Extracting Training Data from Diffusion Models
Diffusion models memorize individual images from their training data and emit them at generation time. With a generate-and-filter pipeline, over a thousand training examples are extracted from state-of-the-art models, ranging from photographs of individual people to trademarked company logos. Overall, the results show that diffusion models are much less private than prior generative models such as GANs, and that mitigating these vulnerabilities may require new advances in privacy-preserving training.
Businesses using diffusion models for generating synthetic images need to be aware of the potential privacy risks associated with using such models for training data extraction.
REPLUG: Retrieval-Augmented Black-Box Language Models
REPLUG is a retrieval-augmented language modeling framework that treats the language model (LM) as a black box and augments it with a tuneable retrieval model. REPLUG significantly improves the performance of GPT-3 (175B) on language modeling by 6.3%, as well as the performance of Codex on five-shot MMLU by 5.1%.
Businesses looking to improve their language modeling tasks can use REPLUG to significantly improve the performance of their existing models without having to retrain them from scratch.
Looped Transformers as Programmable Computers
A framework is presented for using transformer networks as universal computers by programming them with specific weights and placing them in a loop. Using these building blocks, a small instruction-set computer is emulated, which allows iterative algorithms to be mapped to programs that can be executed by a looped, 13-layer transformer. The transformer can emulate a basic calculator, a basic linear algebra library, and in-context learning algorithms that employ backpropagation.
Businesses looking to develop custom algorithms for their specific use cases can use looped transformers to emulate basic computing blocks and execute full-fledged, general-purpose programs.
AudioLDM: Text-to-Audio Generation with Latent Diffusion Models
AudioLDM is a text-to-audio (TTA) system built on a latent space to learn the continuous audio representations from contrastive language-audio pretraining (CLAP) latents. It achieves SotA TTA performance with improved generation quality and computational efficiency, and enables text-guided audio manipulations in a zero-shot fashion.

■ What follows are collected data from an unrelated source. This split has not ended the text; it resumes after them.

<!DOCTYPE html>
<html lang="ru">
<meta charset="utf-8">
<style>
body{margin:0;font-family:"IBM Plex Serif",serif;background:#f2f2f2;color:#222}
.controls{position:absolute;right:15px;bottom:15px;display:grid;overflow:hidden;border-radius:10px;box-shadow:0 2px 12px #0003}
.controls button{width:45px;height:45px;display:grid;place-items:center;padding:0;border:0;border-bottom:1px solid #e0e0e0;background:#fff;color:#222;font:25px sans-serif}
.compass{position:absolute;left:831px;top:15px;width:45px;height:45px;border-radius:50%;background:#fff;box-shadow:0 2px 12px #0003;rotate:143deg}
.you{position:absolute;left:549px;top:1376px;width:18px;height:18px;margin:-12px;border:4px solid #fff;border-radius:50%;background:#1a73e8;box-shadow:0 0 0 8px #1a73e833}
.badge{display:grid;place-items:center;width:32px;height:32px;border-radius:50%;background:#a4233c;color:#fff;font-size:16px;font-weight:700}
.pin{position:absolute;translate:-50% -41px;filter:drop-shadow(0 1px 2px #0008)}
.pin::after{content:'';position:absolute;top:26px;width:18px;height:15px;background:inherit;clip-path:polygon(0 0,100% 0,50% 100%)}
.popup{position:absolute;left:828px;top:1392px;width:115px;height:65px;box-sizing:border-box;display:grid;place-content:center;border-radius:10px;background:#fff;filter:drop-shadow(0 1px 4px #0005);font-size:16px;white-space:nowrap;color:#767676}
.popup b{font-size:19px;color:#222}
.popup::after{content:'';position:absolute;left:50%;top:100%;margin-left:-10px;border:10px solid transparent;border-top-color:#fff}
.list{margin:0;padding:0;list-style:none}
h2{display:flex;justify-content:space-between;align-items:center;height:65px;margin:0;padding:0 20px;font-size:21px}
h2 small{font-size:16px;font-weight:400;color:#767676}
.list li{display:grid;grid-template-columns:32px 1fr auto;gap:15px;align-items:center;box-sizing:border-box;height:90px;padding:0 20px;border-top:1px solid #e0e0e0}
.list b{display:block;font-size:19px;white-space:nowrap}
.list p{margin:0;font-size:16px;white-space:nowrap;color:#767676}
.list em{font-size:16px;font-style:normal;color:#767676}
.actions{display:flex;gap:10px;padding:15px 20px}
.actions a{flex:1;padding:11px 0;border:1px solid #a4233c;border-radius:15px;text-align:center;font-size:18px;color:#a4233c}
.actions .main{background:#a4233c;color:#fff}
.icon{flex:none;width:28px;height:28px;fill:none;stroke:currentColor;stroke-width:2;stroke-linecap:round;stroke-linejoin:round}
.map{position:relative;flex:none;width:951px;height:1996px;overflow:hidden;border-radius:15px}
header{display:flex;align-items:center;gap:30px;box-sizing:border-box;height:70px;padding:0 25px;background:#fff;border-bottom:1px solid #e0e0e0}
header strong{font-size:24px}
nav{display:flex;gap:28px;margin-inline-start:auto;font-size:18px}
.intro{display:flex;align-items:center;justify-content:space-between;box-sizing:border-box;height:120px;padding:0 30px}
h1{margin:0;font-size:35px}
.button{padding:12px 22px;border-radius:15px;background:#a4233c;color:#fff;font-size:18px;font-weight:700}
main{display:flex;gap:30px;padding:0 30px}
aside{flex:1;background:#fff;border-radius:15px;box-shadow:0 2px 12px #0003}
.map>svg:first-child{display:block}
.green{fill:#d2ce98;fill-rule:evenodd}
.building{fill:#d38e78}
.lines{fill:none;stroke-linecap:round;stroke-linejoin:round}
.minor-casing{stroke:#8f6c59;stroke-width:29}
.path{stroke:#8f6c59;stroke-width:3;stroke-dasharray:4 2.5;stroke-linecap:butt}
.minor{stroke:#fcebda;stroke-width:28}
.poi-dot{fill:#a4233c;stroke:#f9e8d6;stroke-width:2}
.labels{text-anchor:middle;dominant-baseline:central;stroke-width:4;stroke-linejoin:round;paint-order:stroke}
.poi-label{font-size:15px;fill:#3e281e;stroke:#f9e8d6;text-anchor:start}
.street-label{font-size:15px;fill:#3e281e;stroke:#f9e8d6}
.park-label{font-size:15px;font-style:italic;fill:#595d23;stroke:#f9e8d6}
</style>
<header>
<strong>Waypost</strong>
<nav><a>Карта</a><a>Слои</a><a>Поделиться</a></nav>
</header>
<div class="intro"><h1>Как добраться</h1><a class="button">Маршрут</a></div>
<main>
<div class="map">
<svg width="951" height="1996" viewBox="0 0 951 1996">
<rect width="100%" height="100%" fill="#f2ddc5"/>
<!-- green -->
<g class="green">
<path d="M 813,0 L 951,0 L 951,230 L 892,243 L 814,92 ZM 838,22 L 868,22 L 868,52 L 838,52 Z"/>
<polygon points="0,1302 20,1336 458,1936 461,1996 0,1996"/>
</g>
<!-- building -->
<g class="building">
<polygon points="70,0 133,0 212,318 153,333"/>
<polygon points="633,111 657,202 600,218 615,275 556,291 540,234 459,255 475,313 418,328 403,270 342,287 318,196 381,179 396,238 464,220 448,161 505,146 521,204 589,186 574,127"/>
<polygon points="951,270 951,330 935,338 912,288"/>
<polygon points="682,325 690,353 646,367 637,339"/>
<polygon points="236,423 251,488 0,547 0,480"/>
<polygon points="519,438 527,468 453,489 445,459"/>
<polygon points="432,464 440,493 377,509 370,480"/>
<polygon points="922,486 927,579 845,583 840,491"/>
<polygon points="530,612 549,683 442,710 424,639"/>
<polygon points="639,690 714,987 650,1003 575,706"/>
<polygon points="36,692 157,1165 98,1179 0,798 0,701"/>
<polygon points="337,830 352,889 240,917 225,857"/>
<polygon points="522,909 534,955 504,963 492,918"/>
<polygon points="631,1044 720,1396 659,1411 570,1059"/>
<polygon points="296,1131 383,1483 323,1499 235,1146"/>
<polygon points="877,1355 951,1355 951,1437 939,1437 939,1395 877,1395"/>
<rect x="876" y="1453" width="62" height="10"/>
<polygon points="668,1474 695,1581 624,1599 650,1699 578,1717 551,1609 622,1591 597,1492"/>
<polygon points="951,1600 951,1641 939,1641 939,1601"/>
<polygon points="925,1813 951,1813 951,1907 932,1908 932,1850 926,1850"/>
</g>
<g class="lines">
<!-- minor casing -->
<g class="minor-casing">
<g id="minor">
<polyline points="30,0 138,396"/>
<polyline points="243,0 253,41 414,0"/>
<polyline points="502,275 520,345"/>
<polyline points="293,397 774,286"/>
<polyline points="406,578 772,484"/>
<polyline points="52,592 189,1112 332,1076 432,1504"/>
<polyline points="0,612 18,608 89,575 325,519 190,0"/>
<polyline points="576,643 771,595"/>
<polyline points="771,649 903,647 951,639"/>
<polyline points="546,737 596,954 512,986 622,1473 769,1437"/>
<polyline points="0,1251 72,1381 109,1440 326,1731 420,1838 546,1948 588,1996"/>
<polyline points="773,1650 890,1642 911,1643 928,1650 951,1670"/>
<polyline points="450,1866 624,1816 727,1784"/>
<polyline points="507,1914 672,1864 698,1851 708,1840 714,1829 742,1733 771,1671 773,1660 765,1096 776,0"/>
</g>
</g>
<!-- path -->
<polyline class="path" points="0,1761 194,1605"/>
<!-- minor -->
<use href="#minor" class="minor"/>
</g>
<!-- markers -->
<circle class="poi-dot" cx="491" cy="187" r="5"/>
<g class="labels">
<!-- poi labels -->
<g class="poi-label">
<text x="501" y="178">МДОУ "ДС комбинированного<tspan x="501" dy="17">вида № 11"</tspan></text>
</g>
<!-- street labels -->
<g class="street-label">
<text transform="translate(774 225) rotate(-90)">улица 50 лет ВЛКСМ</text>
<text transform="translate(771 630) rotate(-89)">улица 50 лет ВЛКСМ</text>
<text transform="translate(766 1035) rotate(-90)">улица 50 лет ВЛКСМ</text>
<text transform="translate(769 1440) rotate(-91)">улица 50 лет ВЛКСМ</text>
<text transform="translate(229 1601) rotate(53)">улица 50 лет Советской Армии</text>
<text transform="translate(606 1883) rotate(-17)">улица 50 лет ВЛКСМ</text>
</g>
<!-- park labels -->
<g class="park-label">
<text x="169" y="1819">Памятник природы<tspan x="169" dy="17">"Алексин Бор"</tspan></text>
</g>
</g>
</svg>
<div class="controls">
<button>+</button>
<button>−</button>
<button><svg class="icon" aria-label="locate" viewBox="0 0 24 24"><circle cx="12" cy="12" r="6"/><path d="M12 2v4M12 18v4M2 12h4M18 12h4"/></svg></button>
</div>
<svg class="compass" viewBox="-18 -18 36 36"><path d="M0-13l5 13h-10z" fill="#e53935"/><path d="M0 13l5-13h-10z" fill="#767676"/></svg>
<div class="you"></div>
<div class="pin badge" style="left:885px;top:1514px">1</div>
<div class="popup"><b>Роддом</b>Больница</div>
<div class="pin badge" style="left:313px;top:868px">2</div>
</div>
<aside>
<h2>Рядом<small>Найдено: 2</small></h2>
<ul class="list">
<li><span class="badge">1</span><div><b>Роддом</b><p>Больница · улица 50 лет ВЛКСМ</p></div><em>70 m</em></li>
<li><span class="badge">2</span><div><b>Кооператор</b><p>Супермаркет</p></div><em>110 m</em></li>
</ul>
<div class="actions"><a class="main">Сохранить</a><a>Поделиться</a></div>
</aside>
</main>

Businesses can use AudioLDM to generate high-quality audio for various applications, such as marketing videos, e-learning materials, and audiobooks. It can also be used to enhance customer experience by providing natural-sounding audio responses in chatbots and virtual assistants.
Sample Efficient Deep Reinforcement Learning via Local Planning
Uncertainty-first local planning (UFLP) is an algorithmic framework for sample-efficient deep reinforcement learning (RL) with a simulator. It improves the sample cost of several baseline RL algorithms on difficult exploration tasks, achieving super-human performance on Montezuma's Revenge.
Businesses can use UFLP to optimize various decision-making scenarios, such as inventory management, resource allocation, and pricing strategies. It can also be applied to game AI to enhance player experience and engagement.